Venues range from the splendid skatepark in the newly created urban park in the central Place de la Concorde, to swimming in new aquatic stadiums in St. Denis, to taekwando in the historic Grand Palais in central Paris, home to the 1900 Grand Expo and to equestrian events in the Gardens of the Palace of Versailles. While most events are in the Paris region, such as beach volleyball at the Eiffel Tower in a new 13,000-seat pop-up stadium, sailing competitions will take place halfway around the world in French Polynesia!

Some 14,000 athletes will stay at the newly built Olympic Village in St. Denis. Following the Games, the Village will become affordable housing in this poorer part of suburban Paris.

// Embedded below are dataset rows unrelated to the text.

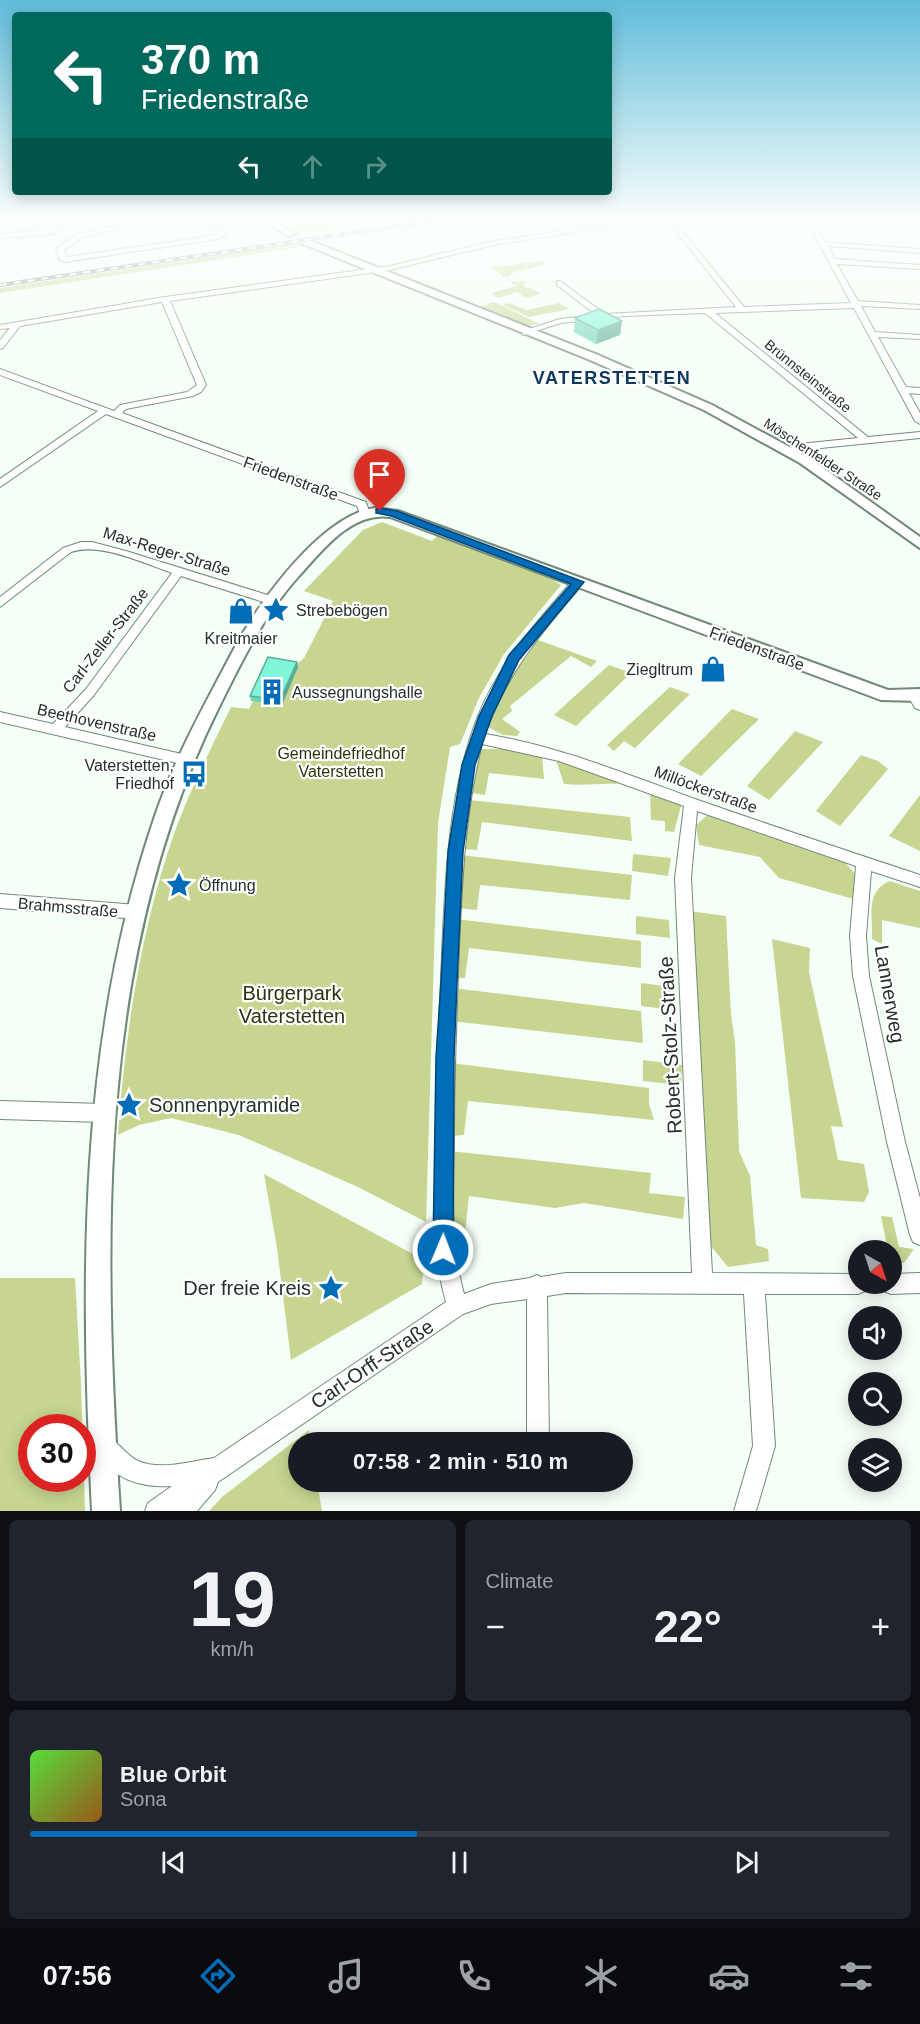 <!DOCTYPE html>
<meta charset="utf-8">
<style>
body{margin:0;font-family:Helvetica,sans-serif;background:#20242c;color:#f1f3f6;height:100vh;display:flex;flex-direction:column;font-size:22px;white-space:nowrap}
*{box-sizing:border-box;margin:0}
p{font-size:20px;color:#9ea1a6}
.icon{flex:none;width:33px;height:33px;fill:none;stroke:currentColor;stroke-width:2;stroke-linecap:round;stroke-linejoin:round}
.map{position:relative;height:1511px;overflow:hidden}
.sheet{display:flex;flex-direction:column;gap:9px;padding:9px;background:#0d0f14;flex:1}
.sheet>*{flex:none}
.hud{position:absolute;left:12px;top:12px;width:600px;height:183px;border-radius:6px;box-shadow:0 3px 15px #0003;background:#00695c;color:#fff;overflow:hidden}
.needle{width:39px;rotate:141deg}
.buttons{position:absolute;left:848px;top:1240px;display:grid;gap:12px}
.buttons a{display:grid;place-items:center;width:54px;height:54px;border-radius:50%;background:#171b24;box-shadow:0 3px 15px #0003;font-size:30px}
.speed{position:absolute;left:18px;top:1414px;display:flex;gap:12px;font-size:30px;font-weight:700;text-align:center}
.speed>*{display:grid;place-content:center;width:78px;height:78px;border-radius:50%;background:#171b24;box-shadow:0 3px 15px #0003;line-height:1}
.speed .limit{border:9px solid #d22;background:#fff;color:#111}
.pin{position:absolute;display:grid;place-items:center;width:51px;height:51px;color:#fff;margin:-62px -26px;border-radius:50% 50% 50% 0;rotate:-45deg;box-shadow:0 0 6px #0007}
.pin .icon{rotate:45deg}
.me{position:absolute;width:66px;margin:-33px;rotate:1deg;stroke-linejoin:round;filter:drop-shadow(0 0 4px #0008)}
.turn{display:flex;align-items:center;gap:21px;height:126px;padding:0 30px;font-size:27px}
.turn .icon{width:78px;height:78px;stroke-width:2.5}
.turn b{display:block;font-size:42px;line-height:51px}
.lanes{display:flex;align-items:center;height:57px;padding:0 30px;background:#0003;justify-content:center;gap:30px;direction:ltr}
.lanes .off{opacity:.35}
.big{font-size:45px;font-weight:700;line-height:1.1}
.sheet .card{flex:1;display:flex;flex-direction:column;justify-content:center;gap:9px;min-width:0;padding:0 21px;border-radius:9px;background:#20242c}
.sheet .dial{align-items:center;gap:0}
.dial b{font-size:78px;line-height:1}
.song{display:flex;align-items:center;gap:18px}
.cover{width:72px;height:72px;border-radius:9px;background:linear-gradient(135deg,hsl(110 70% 55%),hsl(30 70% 35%))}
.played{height:6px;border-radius:3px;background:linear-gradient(90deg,#016cb8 45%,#363941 45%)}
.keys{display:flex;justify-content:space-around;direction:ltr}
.heat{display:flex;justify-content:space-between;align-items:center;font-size:33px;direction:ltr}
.sheet .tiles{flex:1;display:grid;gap:9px;grid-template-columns:1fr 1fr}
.card:last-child{grid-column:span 2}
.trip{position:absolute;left:288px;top:1432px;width:345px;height:60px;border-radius:30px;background:#171b24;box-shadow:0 3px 15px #0003;font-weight:700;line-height:60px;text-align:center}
.menu{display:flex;height:96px;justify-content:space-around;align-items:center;background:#090b0e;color:#9ea1a6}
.menu .icon{width:42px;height:42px}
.menu .active{color:#016cb8}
.menu b{font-size:27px;color:#f1f3f6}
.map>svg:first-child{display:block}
.green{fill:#c7d591;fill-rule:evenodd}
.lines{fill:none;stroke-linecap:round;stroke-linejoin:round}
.tertiary-tunnel{stroke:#cbd6ce;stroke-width:10;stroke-dasharray:10 4.5;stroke-linecap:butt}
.minor-casing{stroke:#718978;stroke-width:2}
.tertiary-casing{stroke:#718978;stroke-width:4}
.minor{fill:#fff;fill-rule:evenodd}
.tertiary{fill:#fff;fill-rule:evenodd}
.rail-casing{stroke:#7e8982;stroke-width:4}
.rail{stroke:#fff;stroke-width:2;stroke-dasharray:7;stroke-linecap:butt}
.wall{fill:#6ed4b9}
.shaded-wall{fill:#5aac96}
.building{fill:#80f6d7;stroke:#5aac96;stroke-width:1.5}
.route{fill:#016cb8;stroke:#014678;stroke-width:1.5}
.labels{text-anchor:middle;stroke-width:4.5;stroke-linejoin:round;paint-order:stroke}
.far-street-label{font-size:14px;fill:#253029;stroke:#fff}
.street-label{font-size:16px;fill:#253029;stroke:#fff}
.poi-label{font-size:16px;fill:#253029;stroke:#fff;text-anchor:start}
.park-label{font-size:16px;fill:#2d330c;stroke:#fff}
.far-district-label{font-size:18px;font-weight:bold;letter-spacing:1.5px;fill:#0e385e;stroke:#fff}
.near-park-label{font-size:20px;fill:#2d330c;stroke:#fff}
.near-street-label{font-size:20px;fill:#253029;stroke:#fff}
.near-poi-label{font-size:20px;fill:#253029;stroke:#fff;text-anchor:start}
</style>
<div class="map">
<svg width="920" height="1511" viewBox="0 0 920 1511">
<rect width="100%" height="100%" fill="#f4fff7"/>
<!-- green -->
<path class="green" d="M277,221h48l14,5 -41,7z
M299,243l8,3 -307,47v-5z
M540,261l6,3 -35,9 1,2 -7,2 7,5 13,-1 2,1 -4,2 2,2 -2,1 10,2 8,5 -15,4 -9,-6 -19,6 -7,-5 28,-8h-5l-23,-18z
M493,302l6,2 40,20 -16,2 -46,-17z
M509,303l18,7 32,-7 11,6 -41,8 -26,-12z
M382,522l50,19 5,-5 109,40 15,9 -57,69 -25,44 -19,46 -10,3 -12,76 -12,399 -68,-35 -119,-52 -68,-17 -32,7 -21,10c7,-101 23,-208 57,-304 16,-43 36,-83 56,-124l18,2 4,-8 51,-43 29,-57 -29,-10 59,-61z
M538,640l59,21 -6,6 -20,-11 -61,50 2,5 -10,8 18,13 -3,4 -14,-1 -15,-8 13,-35z
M609,665l22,8 -55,53 -22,-11z
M670,687l20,7 -55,54 -11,-7 -10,10 -7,-6z
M732,709l27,10 -58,57 -23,-12z
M795,731l28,11 -54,58 -22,-14z
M480,749h31l31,6 2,24 -55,-6 -4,22 -14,-2z
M861,755l17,6 10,8 -48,57 -24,-15z
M555,757l60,20 2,7c-18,-1 -34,2 -53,0z
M650,793l31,13 -7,26 -9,-1v-10l-14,-1z
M920,795v56l-31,-15z
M469,800l161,17 2,24 -150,-19 -5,28 -15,-1z
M709,814l133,46c15,13 18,20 15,40l-78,-22 -19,-21 -61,-12 -3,-20z
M633,854l38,4 -3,18 -36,-5z
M461,855l171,20 -2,25 -150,-15 -3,25 -21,-2z
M890,881l30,10v37l-38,-8v24l-10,-5c1,-23 -7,-48 18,-58z
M689,911l37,5 5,99 4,27 4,109 11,25 6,69 12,4 1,12 -41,6 -18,-22z
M636,916l33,4 1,18 -34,-4z
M456,919l185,22v27l-172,-20 -4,30h-12z
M772,939l38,9 -1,24 34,155 -12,-1 7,34 26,4 5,28 -5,10 -63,-4z
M641,983l32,4v23l-32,-4z
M453,988l188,23 2,32 -192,-22z
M643,1060l39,5 -1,20 -38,-4z
M451,1063l198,25v16l5,16 -186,-19 -4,34 -14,1z
M450,1151l201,22 -2,20 36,4 -2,22 -99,-16 -29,5 -86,-12 -4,37 -16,-1z
M264,1174l160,86 -2,24 -131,76 -14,-112z
M881,1216l11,1 7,30 15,2 -10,14 -13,-1v-11h-3z
M0,1278h75l6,106 4,127h-85zM32,1428h50v51h-50z
M309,1430l2,13h-13v39h19l5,29h-113l13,-14z"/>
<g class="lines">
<!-- tertiary-tunnel -->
<path class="tertiary-tunnel" d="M291,234l15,8"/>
<!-- minor casing -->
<g class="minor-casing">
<path id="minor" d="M71,221h7c-18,18 -54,15 -78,17v-4l51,-5z
M135,221h10l-63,17 -18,12 3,7 150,-22 -13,-14h7l15,13 -7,5 -155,23 -4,-2 -4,-11 21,-15z
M627,221h14l-152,25 -99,24 -220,31 36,84 -5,7 -8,4 -67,13 -4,4 244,89 4,12 -1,2h-8l-4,-10 -251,-92 -106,73v-8l98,-68 -98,-36v-6l114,42 6,-6 67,-13 10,-7 -35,-83 -142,24 -17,22 -3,1v-9l10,-12 -10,1v-4l165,-28 225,-31 99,-24z
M668,221h6l70,86 107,-4 -44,-82h6l12,21 95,7v4l-92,-7 7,13 85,6v4l-83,-5 21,37 62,4v4l-59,-3 14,26 45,3v4l-42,-2 28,50 14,1v6l-11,-1 11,20v11l-5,-3 -61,-113 -139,5 153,124 52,-5v6l-119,12 -14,3v-4l12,-5 59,-6 -153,-125 -81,3 -63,7 -38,12v-4l37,-12 36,-4 -39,-30v-4h3l45,33 131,-7z
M81,542h11l34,9 148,46 2,3 -6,4 -89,-28 -87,119 -29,32 121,28 5,1 2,4 -2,4 -5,1 -186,-43v-10l53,12 33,-35 86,-116c-29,-10 -73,-31 -101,-21l-71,55v-10l63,-49z
M578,578l4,1v6c-40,46 -77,91 -97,149 73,12 141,40 210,65 74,26 150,51 225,76v12l-49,-16 -5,65 3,40 36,166 15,56v47l-7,-3 -3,-7 -23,-93 -34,-166 -3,-40 6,-70 -159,-55 -6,67 21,395 146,1v10h10l-3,7 -7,3h-93l10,152 -19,65h-22l19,-65 -9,-152 -178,-1 -19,3 2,147h-22v-144l-36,5 -28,10 -245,168 -3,8 -18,21h-52l3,-8 24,-17c-30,2 -63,-7 -75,-37l3,-8 8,-3c12,5 18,17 30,23 22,10 54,0 76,-3l232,-156c-14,-49 -12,-99 -10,-149 1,-44 1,-88 3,-132 6,-99 2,-211 39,-305 21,-52 59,-95 96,-137zM482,744l77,17 125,45 -9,72 17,395h-126l-25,4 -4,-2 -7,3 -39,6 -27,10c-15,-53 -10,-110 -10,-164 0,-61 3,-122 5,-183 3,-68 6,-136 23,-203z
M914,691l6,4v15l-5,-2 -7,-12z
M0,894l137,11 5,2 3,5 -3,5 -5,2 -137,-11z
M0,1101l103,3 6,3 3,6 -3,6 -6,3 -103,-3z
M920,1273v20l-29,1 -7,-3 -3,-7h10v-10z"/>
</g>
<!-- tertiary casing -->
<g class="tertiary-casing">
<path id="tertiary" d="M265,221h9l21,13 -7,2z
M306,239l292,116 114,50 96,52 112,80v11l-120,-85 -96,-53 -114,-50 -287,-116 -1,-2z
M375,508l23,3 490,179 32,-1v12l-39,-1 -491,-183c-39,-6 -69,35 -92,60 -35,39 -56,84 -79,130 -124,250 -116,533 -99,804h-28c-12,-234 -14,-471 63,-695 20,-59 51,-114 80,-169 24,-45 87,-132 140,-139z"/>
</g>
<!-- minor -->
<use href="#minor" class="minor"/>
<!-- tertiary -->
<use href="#tertiary" class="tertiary"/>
<!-- rail casing -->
<g class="rail-casing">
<path id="rail" d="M0,285l435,-64"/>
</g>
<!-- rail -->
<use href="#rail" class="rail"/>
</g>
<!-- wall -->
<path class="wall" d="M575,318l47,3 -2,14 -24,9 -22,-12z
M297,662l1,5 -16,38 -31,-4 -1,-5z"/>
<!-- shaded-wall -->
<path class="shaded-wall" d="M622,321l-2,14 -24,9 2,-14z
M297,662l1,5 -16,38 -2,-5z"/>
<!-- building -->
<path class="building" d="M599,309l23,12 -24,9 -23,-12z
M268,657l29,5 -17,38 -30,-4z"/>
<!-- sky -->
<linearGradient id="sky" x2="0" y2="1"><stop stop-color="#61bcda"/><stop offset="0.51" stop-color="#fafffb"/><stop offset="1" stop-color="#fafffb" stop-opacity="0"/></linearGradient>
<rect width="920" height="432" fill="url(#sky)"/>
<!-- route -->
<path class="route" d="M380,508l17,3 187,71 -65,78 -27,56 -17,49 -12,87 -6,130 -3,75 -1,193 -3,7 -7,3 -7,-3 -3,-7 3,-193 5,-75 7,-130 14,-87 17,-49 30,-61 62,-71 -180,-68 -15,-3v-4z"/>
<!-- icons -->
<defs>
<g id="sight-bare" transform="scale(2.07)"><path d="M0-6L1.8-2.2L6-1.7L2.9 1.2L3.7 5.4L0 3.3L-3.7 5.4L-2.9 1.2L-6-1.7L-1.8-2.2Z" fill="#016cb8" stroke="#fff" stroke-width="2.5" paint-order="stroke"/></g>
<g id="shop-bare" transform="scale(2.07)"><path d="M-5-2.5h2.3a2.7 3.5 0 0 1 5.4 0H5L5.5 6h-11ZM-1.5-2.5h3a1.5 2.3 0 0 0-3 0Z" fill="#016cb8" stroke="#fff" stroke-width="2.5" paint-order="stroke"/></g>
<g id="building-bare" transform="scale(2.07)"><path d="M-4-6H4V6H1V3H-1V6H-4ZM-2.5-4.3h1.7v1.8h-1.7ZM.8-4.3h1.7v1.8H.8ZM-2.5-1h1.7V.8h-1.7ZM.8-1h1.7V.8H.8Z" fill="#016cb8" stroke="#fff" stroke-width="2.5" paint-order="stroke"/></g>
<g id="bus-bare" transform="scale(2.07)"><path d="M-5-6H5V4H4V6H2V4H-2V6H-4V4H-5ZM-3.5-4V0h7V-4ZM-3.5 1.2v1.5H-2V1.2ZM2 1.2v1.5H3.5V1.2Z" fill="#016cb8" stroke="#fff" stroke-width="2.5" paint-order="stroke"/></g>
</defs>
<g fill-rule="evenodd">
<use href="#sight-bare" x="276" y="610"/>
<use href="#shop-bare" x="241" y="611"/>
<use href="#shop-bare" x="713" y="669"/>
<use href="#building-bare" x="272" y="692"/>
<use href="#bus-bare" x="194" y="774"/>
<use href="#sight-bare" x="179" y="885"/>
<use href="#sight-bare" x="129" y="1105"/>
<use href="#sight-bare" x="331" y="1288"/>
</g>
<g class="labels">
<!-- far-street labels -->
<g class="far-street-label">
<text transform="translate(808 376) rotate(39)" y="5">Brünnsteinstraße</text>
<text transform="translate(823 459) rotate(33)" y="5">Möschenfelder Straße</text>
</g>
<!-- street labels -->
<g class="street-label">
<text transform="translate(291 478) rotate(20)" y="6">Friedenstraße</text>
<text transform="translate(167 551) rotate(17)" y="6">Max-Reger-Straße</text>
<text transform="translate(105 640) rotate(-52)" y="6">Carl-Zeller-Straße</text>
<text transform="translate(757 648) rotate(20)" y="6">Friedenstraße</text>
<text transform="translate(97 722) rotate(13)" y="6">Beethovenstraße</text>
<text transform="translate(706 789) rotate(20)" y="6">Millöckerstraße</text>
<text transform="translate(68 907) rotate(5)" y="6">Brahmsstraße</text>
</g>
<!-- poi labels -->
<g class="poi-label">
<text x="296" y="616">Strebebögen</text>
<text x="241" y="644" text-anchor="middle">Kreitmaier</text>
<text x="693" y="675" text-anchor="end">Ziegltrum</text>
<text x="292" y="698">Aussegnungshalle</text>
<text x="174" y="771" text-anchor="end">Vaterstetten,<tspan x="174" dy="18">Friedhof</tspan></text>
<text x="199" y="891">Öffnung</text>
</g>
<!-- park labels -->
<g class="park-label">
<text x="341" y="759">Gemeindefriedhof<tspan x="341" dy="18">Vaterstetten</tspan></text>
</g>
<!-- far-district labels -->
<g class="far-district-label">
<text x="612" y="384">VATERSTETTEN</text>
</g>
<!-- near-park labels -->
<g class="near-park-label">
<text x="292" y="1000">Bürgerpark<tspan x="292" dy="23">Vaterstetten</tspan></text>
</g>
<!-- near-street labels -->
<g class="near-street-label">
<text transform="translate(890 994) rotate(80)" y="7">Lannerweg</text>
<text transform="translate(670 1045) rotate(-93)" y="7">Robert-Stolz-Straße</text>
<text transform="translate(372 1364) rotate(-34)" y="7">Carl-Orff-Straße</text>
</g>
<!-- near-poi labels -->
<g class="near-poi-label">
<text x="149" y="1112">Sonnenpyramide</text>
<text x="311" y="1295" text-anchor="end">Der freie Kreis</text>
</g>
</g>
</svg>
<div class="buttons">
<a><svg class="needle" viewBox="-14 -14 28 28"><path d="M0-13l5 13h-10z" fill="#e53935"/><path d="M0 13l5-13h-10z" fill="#9ea1a6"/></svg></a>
<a><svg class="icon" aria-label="sound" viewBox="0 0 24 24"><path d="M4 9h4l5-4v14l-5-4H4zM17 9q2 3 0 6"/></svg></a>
<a><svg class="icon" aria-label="search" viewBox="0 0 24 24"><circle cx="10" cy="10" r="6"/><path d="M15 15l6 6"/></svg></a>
<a><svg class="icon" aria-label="layers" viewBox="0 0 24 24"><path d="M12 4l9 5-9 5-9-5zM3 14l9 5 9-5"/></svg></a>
</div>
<div class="speed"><div class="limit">30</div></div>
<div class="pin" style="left:380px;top:511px;background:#d93025"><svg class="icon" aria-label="arrive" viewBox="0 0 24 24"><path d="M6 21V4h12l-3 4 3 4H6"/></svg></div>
<svg class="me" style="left:443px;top:1250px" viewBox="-20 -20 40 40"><circle r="17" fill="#016cb8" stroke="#fff" stroke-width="3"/><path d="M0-11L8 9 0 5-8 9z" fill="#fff"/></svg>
<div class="trip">07:58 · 2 min · 510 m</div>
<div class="hud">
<div class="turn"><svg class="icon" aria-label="left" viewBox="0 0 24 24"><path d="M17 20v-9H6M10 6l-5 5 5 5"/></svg><div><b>370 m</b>Friedenstraße</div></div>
<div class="lanes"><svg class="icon" aria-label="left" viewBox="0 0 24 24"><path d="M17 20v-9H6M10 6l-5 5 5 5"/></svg><svg class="icon off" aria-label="ahead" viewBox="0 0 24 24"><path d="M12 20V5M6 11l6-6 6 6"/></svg><svg class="icon off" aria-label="right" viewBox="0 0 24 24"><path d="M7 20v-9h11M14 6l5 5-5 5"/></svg></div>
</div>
</div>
<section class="sheet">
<div class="tiles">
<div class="card dial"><b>19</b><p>km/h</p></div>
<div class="card"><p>Climate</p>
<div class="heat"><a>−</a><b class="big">22°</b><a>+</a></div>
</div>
<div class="card">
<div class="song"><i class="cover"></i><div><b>Blue Orbit</b><p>Sona</p></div></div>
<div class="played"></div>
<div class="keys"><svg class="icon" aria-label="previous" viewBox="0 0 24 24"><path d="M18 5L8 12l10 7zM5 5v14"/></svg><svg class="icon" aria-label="pause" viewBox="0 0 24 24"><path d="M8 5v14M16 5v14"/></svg><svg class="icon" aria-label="next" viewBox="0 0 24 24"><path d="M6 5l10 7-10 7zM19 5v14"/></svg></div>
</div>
</div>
</section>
<nav class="menu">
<b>07:56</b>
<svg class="icon active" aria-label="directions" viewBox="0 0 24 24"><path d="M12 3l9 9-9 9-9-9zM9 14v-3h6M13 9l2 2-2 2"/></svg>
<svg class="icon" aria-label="music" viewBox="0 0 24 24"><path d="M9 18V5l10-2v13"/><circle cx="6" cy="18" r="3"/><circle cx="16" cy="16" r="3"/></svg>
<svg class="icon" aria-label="phone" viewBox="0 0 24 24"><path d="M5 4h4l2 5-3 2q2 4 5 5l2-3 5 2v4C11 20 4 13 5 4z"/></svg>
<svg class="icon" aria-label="climate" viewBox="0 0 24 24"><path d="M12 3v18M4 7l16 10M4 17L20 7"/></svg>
<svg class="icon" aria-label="car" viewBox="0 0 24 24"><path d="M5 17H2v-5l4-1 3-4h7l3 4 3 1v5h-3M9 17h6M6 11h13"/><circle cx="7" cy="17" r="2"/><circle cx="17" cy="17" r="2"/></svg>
<svg class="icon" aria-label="filters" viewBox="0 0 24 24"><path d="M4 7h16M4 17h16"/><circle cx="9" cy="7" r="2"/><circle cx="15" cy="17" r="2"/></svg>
</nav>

In parallel, many of the larger teams will host special hospitality venues; Team USA House is located in the historic Palais Brongniart in central Paris. Korea House is in the Maison de Chimie, prestigiously situated near the Parliament. Denmark has a great place on the central Champs Elysees! And for those without pricy tickets to see the sporting events, the Hotel de Ville (City Hall) has a spectacular "fan zone" with continuous video and live events.

Bruno Jeudy of the weekly La Tribune Dimanche wrote editorially, "In the end, let's not forget the last step associated with Olympianism; Excellence."

John J. Metzler is a United Nations correspondent covering diplomatic and defense issues. He is the author of "Divided Dynamism the Diplomacy of Separated Nations; Germany, Korea, China."